The only thing to send back is the number of lines below that hold the string "linecap".

* * *

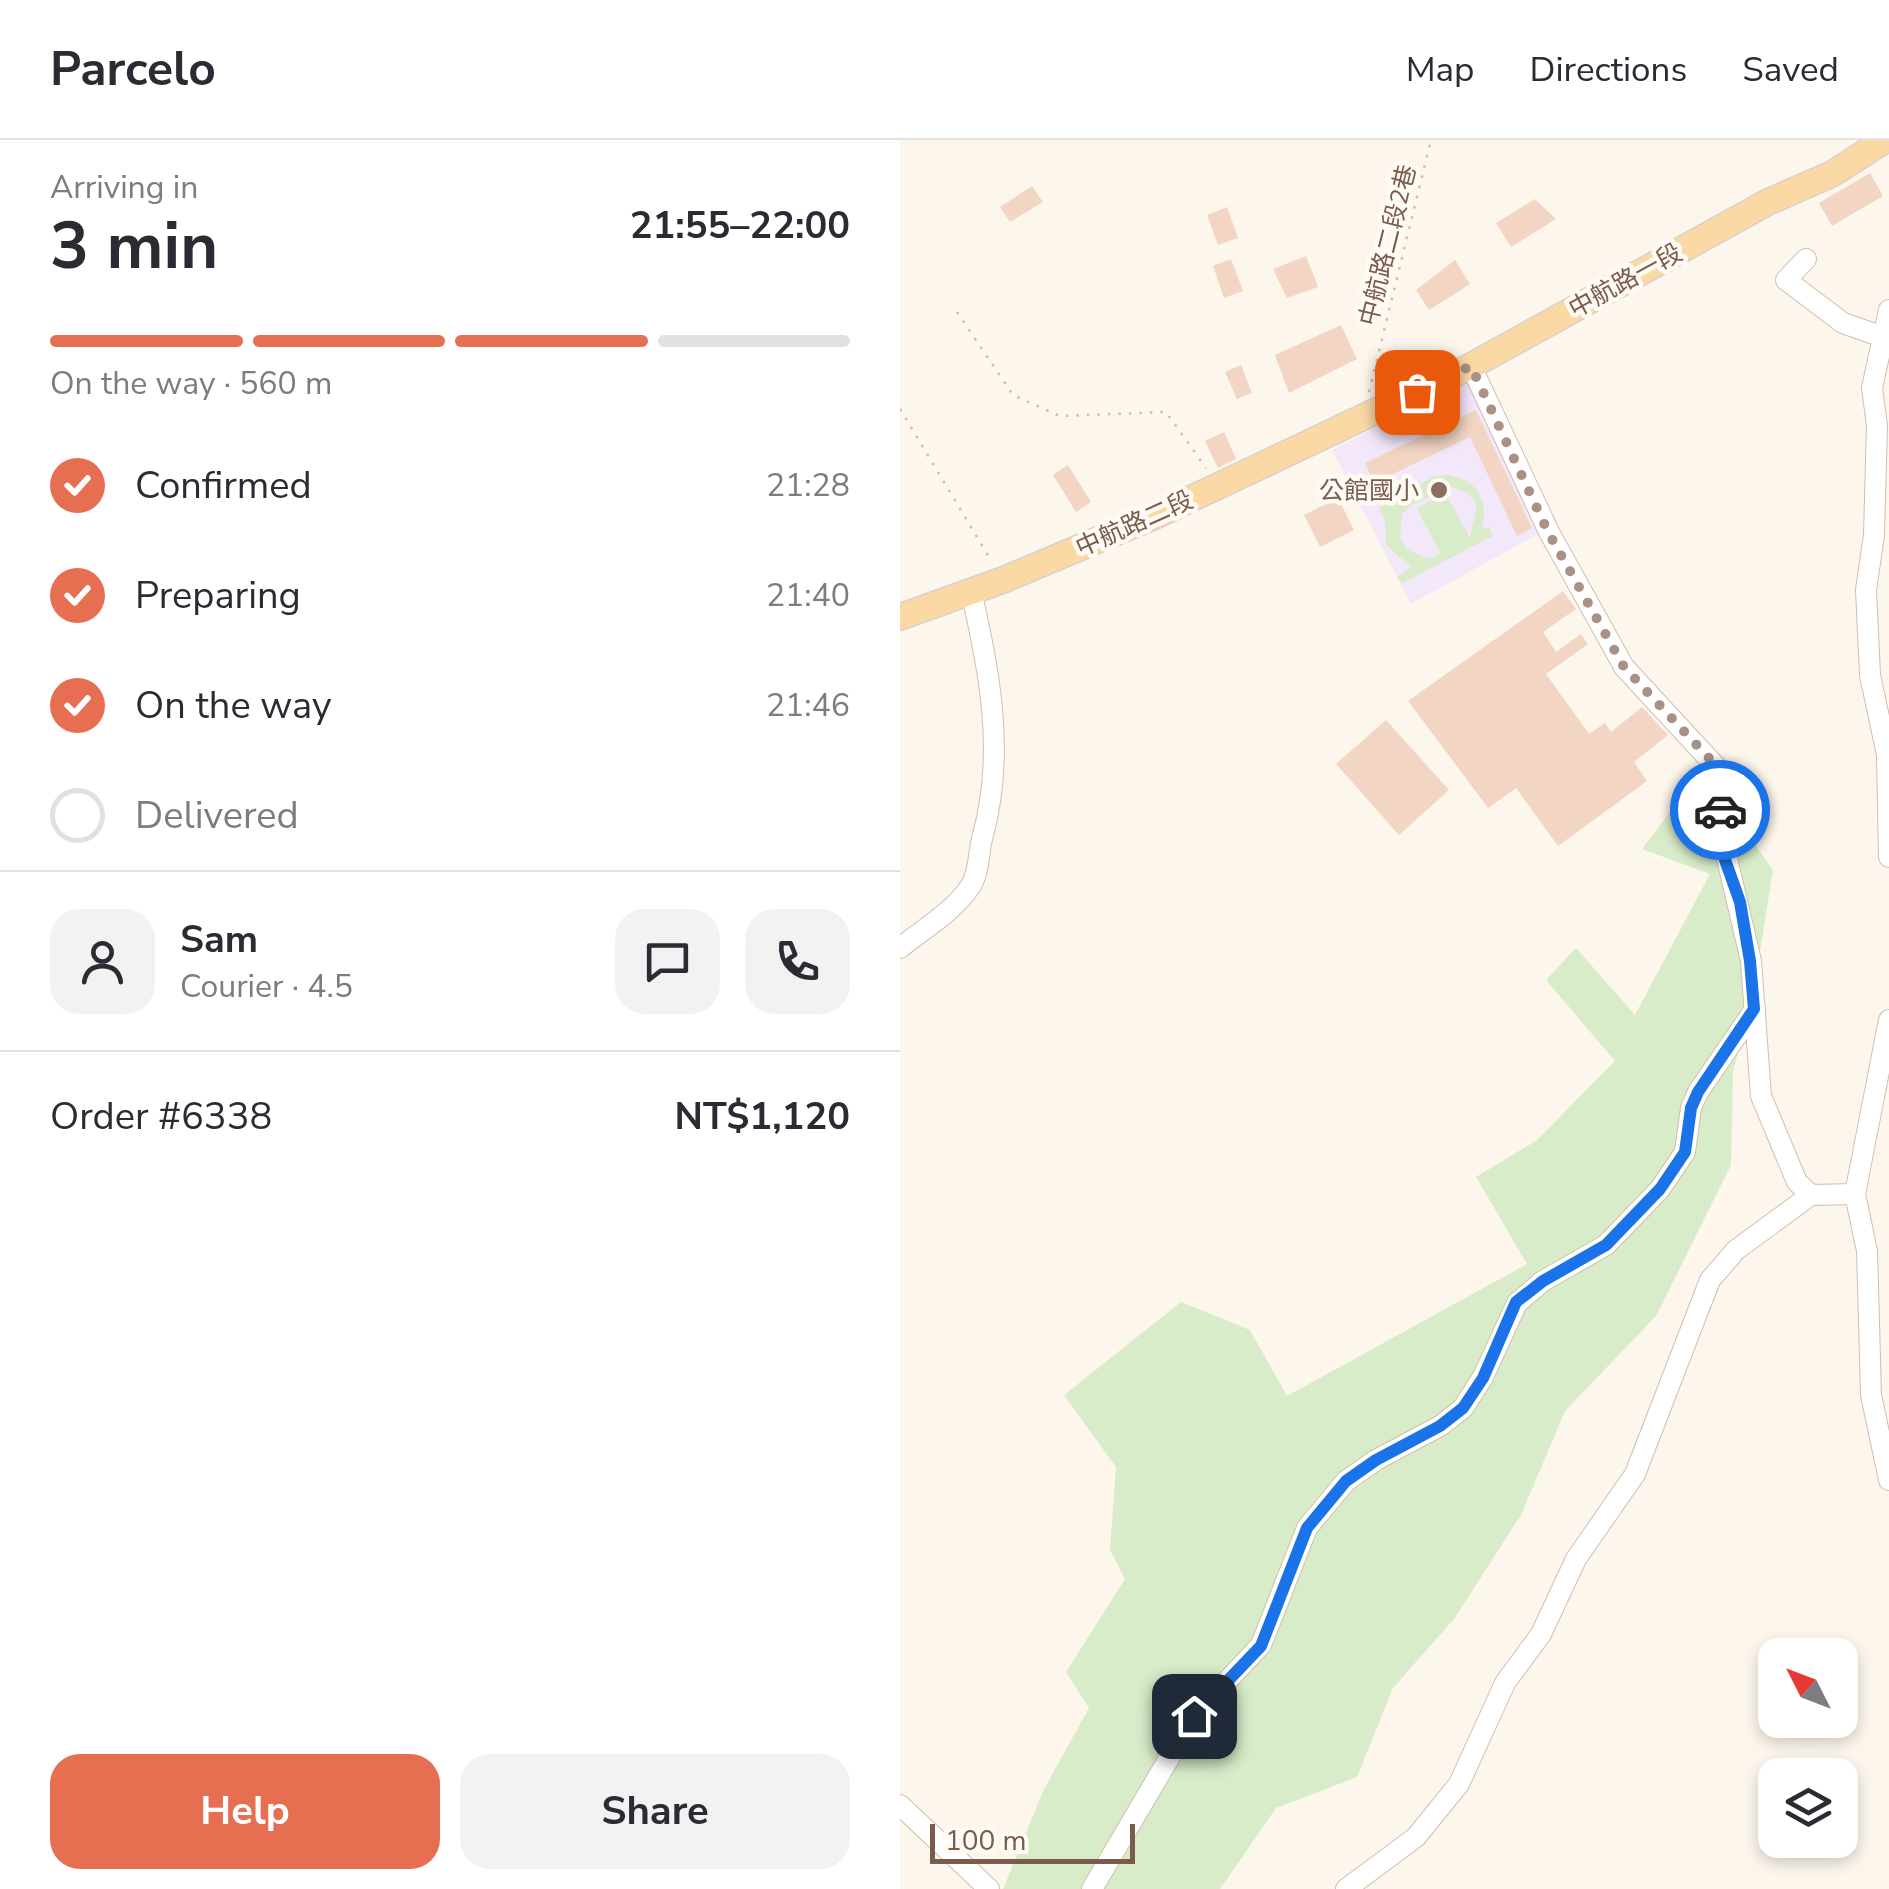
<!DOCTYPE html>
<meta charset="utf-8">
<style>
:root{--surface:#fff;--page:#f2f2f3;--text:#2b2b33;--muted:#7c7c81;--line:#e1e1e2;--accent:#e76f51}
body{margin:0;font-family:"Nunito Sans","Noto Sans TC",sans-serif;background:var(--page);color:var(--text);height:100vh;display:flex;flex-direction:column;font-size:38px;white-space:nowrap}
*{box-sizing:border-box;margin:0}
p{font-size:32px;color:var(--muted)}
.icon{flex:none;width:55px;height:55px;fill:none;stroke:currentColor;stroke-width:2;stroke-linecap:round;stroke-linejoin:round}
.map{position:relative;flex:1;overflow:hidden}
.panel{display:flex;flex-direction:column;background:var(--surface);width:900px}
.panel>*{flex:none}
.needle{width:65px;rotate:312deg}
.buttons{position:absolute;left:858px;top:1498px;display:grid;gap:20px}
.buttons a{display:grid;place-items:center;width:100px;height:100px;border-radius:20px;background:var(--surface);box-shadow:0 5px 15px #0003;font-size:50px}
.scale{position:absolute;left:30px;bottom:25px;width:205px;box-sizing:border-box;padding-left:10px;border:5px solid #7a5c4d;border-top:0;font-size:28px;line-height:35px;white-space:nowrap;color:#7a5c4d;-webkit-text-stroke:8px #fffaf3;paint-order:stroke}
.pin{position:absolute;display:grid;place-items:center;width:85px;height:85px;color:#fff;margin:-42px;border-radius:20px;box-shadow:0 5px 15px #0006}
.courier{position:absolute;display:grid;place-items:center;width:100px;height:100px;margin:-50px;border:8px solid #1a73e8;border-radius:50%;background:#fff;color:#222;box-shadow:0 2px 12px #0007}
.head em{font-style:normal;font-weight:700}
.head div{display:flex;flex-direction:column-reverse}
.head{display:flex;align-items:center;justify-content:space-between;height:170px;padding:0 50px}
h1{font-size:65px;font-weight:700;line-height:75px}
.bar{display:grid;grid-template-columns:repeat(4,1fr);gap:15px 10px;align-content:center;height:120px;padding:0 50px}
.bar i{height:12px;border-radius:8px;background:var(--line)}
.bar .on{background:var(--accent)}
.bar p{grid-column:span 4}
.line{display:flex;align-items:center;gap:25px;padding:0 50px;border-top:2px solid var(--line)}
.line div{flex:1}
.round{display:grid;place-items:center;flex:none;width:105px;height:105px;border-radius:30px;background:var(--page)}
ol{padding:0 50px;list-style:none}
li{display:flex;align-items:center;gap:30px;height:110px}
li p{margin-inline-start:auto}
li .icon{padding:10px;border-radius:50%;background:var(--accent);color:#fff;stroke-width:4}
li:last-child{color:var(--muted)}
li i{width:55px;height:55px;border:5px solid var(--line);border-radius:50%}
.primary-button{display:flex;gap:20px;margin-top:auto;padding:20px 50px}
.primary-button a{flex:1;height:115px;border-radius:30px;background:var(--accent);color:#fff;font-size:40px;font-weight:700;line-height:115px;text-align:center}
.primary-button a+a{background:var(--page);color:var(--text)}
header{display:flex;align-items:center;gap:60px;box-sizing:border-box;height:140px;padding:0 50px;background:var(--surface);border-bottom:2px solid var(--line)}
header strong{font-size:48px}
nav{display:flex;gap:55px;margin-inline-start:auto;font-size:35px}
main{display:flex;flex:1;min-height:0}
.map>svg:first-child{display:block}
.education{fill:#f3e8fa}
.green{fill:#d8ecc9;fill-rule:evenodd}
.building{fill:#f3d5c3}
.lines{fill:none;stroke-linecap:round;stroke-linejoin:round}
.minor-casing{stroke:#d1beb0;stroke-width:22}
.major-casing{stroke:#dad1cd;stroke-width:28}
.path{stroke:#d9b8a5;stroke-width:2.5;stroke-dasharray:2.5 8;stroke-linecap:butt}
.minor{stroke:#fff;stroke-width:20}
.major{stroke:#fbd9a5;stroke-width:25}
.done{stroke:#a89285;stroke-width:10;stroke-dasharray:0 18}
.route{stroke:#1a73e8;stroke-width:12}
.education-dot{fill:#8d6e63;stroke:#fffaf3;stroke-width:4}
.labels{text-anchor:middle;stroke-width:9;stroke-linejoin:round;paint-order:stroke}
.street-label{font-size:25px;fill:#7a5c4d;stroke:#fffaf3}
.education-label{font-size:25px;fill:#785e54;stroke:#fffaf3;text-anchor:end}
</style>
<header>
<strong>Parcelo</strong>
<nav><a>Map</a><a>Directions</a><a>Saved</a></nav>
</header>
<main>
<section class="panel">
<div class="head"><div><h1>3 min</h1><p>Arriving in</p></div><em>21:55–22:00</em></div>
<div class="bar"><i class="on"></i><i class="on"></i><i class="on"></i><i></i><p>On the way · 560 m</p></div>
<ol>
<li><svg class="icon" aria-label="check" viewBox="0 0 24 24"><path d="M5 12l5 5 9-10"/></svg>Confirmed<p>21:28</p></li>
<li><svg class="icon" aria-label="check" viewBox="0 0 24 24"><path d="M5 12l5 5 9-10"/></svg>Preparing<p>21:40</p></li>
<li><svg class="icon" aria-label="check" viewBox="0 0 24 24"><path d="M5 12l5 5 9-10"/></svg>On the way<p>21:46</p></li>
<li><i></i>Delivered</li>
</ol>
<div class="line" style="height:180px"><a class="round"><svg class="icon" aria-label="person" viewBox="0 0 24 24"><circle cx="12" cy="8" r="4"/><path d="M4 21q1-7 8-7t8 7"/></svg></a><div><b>Sam</b><p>Courier · 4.5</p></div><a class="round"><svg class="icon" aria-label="chat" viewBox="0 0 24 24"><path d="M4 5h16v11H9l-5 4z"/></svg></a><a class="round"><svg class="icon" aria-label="phone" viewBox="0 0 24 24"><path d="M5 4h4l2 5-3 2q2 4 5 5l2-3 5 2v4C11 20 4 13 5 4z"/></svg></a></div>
<div class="line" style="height:130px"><div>Order #6338</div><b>NT$1,120</b></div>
<div class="primary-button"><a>Help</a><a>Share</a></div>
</section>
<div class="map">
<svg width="989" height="1749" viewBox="0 0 989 1749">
<rect width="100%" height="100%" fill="#fdf6ec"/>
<!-- education -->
<path class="education" d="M571 239 645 390 511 464 432 310Z"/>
<!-- green -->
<g class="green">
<path d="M549 335C578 341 589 361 582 389L589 387 593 396 502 443 497 437 511 427 486 405 485 379 479 368 535 336ZM553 347 568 353 577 365 570 397 545 353 517 368 540 413 529 419 508 410 500 398 502 374 511 365Z"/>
<path d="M787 649 818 653 873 730 852 861 833 931 831 1025 756 1176 665 1271 621 1375 554 1479 493 1548 457 1637 376 1668 320 1749H103L144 1649 189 1568 166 1532 225 1439 210 1410 216 1327 164 1255 281 1162 350 1190 387 1256 627 1124 576 1037 637 1000 715 921 646 840 676 808 735 875 810 734 742 709Z"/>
</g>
<!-- building -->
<g class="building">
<path d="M970 33 983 56 932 86 919 63Z"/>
<path d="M132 46 143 62 110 82 100 67Z"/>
<path d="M635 59 656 79 611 107 596 83Z"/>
<path d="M327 67 338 98 318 105 307 75Z"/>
<path d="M406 116 418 147 387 158 373 129Z"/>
<path d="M331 119 343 151 324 158 313 126Z"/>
<path d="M555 120 570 144 529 170 516 150Z"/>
<path d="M441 185 457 219 389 253 375 215Z"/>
<path d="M341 225 352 253 337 259 325 232Z"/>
<path d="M576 270 632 388 617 396 570 297 474 343 465 323Z"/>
<path d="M324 292 336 319 318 328 305 301Z"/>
<path d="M168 325 191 362 176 372 153 335Z"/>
<path d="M438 358 454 390 420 407 404 375Z"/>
<path d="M663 451 676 469 643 492 656 512 681 494 688 504 646 534 689 594 705 583 711 592 742 567 768 595 734 622 747 641 658 706 616 648 588 668 508 561Z"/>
<path d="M486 580 549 650 499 695 436 624Z"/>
</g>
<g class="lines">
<defs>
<g id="minor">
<path d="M906 119 886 140 943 183 983 197"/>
<path d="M989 170 972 248 977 285 974 395 966 450 970 535 987 615 989 717"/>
<path d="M571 226 649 392 724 527 820 631 821 693 851 821 861 956 897 1042 911 1055 955 1054 967 1111 971 1255 989 1340"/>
<path d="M0 808C22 790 54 771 70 747 80 732 78 711 83 695 105 614 90 532 71 451"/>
<path d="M955 1054 989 880"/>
<path d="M0 1665 89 1749"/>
<path d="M192 1749 294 1576 361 1505 407 1388 446 1341 476 1320 540 1286 563 1268 583 1237 617 1163 643 1141 706 1105 760 1049 785 1012 791 968 798 952 855 869"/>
<path d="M446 1749 516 1697 559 1644 605 1543 641 1494 676 1419 735 1334 810 1140 836 1110 911 1055"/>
</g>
<path id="major" d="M0 477 103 440 257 375 571 226 868 62 932 34 985 0"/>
</defs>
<!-- minor casing -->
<use href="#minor" class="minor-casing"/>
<!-- major casing -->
<use href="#major" class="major-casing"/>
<!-- path -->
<g class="path">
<path d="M57 172 113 255 160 276 266 272 306 328"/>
<path d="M469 252 531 0"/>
<path d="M0 269 92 422"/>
</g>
<!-- minor -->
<use href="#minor" class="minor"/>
<!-- major -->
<use href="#major" class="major"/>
</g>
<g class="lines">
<!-- done -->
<path class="done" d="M517 252 571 226 648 392 724 527 820 630V670"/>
<!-- route -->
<path class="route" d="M294 1576 361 1506 407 1388 446 1341 476 1320 540 1286 563 1268 583 1238 616 1162 643 1141 706 1105 760 1049 785 1012 791 968 798 952 854 869 850 821 840 762 824 717 820 670"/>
</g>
<!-- markers -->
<circle class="education-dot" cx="539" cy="350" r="10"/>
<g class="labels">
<!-- street labels -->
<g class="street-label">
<text transform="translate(487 105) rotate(-76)" y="9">中航路二段2巷</text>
<text transform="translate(725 140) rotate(-29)" y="9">中航路一段</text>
<text transform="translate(234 383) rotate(-24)" y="9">中航路二段</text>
</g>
<!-- education labels -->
<g class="education-label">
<text x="519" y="359">公館國小</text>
</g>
</g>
</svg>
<div class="buttons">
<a><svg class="needle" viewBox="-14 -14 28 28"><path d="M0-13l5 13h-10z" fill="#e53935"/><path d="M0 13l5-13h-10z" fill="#7c7c81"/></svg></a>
<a><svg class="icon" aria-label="layers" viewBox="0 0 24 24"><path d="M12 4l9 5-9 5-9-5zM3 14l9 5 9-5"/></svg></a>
</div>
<div class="scale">100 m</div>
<div class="pin" style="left:517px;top:252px;background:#ea580c"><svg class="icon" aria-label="bag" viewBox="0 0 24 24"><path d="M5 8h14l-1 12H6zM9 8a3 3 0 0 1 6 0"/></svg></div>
<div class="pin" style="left:294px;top:1576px;background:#1f2937"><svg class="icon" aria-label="home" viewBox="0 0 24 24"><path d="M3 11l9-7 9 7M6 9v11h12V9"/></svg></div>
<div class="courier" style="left:820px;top:670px"><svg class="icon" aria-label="car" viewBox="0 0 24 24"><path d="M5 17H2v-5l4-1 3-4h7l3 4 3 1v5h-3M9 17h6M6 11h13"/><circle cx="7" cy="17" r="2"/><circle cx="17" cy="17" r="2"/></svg></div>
</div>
</main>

* * *

__WORKED SOLUTION__. 3